• _Your task_
Start at the line in the entries below that contains "M75 751 85 865 60 867 50 754Z", stop at the line that contains "M181 1121 193 1132 196 1129 249 1175H136Z", and output exactly the lines in that span, both ends included.

[Exercise materials Boundary: Start]

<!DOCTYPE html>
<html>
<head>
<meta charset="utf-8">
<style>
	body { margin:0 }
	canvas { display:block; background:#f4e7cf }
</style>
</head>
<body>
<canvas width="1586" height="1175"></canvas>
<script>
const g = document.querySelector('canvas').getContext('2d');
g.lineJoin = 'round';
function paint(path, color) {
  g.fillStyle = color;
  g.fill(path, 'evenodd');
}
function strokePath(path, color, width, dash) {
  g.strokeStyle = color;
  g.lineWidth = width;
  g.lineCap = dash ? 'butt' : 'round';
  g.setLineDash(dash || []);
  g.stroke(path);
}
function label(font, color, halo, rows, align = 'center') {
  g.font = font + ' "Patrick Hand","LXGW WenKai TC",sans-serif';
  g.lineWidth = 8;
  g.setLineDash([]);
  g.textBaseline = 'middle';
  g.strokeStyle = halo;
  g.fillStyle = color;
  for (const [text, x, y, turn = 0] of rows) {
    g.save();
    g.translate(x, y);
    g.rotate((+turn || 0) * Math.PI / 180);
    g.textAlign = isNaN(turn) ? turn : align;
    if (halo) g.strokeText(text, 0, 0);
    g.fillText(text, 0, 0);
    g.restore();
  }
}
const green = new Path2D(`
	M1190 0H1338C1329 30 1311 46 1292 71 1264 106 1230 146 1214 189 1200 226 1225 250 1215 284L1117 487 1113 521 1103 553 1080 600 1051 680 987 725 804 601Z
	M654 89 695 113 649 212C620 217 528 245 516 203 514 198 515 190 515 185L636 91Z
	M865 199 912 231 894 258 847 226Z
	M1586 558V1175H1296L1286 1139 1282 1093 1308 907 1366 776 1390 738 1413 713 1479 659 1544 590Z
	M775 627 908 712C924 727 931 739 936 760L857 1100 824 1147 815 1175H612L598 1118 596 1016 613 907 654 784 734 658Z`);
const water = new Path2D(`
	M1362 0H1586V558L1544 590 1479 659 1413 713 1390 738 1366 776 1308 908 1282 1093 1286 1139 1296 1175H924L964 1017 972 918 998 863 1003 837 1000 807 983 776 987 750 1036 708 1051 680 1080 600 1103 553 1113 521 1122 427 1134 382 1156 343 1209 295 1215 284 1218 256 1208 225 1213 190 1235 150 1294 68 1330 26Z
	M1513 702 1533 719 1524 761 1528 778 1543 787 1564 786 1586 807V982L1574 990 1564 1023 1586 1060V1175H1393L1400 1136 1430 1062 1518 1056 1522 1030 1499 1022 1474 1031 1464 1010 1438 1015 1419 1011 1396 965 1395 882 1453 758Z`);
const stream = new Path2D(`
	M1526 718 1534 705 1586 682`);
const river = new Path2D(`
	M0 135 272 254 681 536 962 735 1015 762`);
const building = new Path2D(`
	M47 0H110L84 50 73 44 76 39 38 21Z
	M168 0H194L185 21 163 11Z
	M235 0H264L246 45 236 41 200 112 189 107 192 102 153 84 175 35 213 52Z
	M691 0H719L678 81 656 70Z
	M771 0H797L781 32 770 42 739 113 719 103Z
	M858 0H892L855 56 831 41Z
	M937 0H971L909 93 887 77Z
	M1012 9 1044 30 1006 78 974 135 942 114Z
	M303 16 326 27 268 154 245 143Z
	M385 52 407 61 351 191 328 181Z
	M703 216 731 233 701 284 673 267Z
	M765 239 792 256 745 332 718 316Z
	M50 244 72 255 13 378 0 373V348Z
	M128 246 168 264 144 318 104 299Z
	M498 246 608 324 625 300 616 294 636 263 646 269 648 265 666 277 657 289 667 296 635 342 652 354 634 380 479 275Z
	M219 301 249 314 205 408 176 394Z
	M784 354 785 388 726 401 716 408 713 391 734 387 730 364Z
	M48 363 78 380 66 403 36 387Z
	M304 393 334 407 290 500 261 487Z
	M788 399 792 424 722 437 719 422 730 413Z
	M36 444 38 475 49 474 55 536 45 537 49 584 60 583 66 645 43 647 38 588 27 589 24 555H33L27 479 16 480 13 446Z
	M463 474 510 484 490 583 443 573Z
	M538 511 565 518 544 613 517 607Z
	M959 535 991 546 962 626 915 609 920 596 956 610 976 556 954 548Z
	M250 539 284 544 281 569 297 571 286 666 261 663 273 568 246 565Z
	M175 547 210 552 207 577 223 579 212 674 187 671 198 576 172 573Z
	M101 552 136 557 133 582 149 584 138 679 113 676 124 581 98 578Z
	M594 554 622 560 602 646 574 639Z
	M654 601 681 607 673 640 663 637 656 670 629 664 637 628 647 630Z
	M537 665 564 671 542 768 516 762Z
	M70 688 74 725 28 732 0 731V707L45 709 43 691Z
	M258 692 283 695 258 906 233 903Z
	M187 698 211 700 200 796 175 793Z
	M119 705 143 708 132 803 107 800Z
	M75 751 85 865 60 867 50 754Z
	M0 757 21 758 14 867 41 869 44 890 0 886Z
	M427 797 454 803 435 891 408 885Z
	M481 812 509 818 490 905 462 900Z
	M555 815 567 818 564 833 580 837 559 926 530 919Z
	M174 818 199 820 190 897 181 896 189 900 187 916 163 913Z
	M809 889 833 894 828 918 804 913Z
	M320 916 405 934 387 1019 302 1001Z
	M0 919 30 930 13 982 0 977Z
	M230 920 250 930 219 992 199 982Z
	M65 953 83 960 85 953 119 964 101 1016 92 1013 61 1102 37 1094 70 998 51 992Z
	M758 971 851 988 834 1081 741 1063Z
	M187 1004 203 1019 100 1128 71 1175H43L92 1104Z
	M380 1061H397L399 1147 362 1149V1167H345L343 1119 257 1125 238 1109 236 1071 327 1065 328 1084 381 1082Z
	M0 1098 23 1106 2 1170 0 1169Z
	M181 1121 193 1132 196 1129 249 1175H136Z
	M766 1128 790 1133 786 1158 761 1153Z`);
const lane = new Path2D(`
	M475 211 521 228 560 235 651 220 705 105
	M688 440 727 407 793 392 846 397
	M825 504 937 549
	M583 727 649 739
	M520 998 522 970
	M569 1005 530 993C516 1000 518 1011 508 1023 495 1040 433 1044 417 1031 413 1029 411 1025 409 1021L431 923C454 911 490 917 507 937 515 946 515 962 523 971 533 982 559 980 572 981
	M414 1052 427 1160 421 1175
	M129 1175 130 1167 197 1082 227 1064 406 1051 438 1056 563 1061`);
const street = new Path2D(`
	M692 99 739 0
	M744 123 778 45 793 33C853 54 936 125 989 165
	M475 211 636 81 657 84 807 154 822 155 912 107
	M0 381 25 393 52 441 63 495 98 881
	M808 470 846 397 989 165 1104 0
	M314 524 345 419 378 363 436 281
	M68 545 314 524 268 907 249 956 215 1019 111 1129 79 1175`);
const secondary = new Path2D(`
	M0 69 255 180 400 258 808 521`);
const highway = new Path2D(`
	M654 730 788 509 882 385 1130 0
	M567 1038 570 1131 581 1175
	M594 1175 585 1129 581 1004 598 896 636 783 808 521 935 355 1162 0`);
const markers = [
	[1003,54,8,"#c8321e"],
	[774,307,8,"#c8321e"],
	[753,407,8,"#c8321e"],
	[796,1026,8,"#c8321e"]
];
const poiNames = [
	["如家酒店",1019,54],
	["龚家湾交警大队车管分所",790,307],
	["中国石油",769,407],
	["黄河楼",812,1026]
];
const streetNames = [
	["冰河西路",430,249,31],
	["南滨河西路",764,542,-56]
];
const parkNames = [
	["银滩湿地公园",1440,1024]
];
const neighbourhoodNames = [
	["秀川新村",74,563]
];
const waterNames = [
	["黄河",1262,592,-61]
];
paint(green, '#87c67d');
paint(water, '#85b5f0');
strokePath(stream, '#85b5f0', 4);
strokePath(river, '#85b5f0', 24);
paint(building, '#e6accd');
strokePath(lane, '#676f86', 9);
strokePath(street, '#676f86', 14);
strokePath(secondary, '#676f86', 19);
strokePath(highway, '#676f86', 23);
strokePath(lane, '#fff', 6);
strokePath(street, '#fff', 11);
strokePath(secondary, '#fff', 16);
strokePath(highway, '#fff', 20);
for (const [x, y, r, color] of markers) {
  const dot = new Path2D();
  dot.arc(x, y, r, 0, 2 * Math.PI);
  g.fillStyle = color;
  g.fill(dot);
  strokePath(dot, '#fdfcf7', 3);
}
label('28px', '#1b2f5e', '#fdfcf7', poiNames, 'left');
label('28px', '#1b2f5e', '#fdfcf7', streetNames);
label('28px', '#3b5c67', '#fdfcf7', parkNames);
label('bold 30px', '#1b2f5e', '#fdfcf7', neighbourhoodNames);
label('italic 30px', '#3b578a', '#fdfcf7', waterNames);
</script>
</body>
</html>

[Exercise materials Boundary: End]

• _Task output_
	M75 751 85 865 60 867 50 754Z
	M0 757 21 758 14 867 41 869 44 890 0 886Z
	M427 797 454 803 435 891 408 885Z
	M481 812 509 818 490 905 462 900Z
	M555 815 567 818 564 833 580 837 559 926 530 919Z
	M174 818 199 820 190 897 181 896 189 900 187 916 163 913Z
	M809 889 833 894 828 918 804 913Z
	M320 916 405 934 387 1019 302 1001Z
	M0 919 30 930 13 982 0 977Z
	M230 920 250 930 219 992 199 982Z
	M65 953 83 960 85 953 119 964 101 1016 92 1013 61 1102 37 1094 70 998 51 992Z
	M758 971 851 988 834 1081 741 1063Z
	M187 1004 203 1019 100 1128 71 1175H43L92 1104Z
	M380 1061H397L399 1147 362 1149V1167H345L343 1119 257 1125 238 1109 236 1071 327 1065 328 1084 381 1082Z
	M0 1098 23 1106 2 1170 0 1169Z
	M181 1121 193 1132 196 1129 249 1175H136Z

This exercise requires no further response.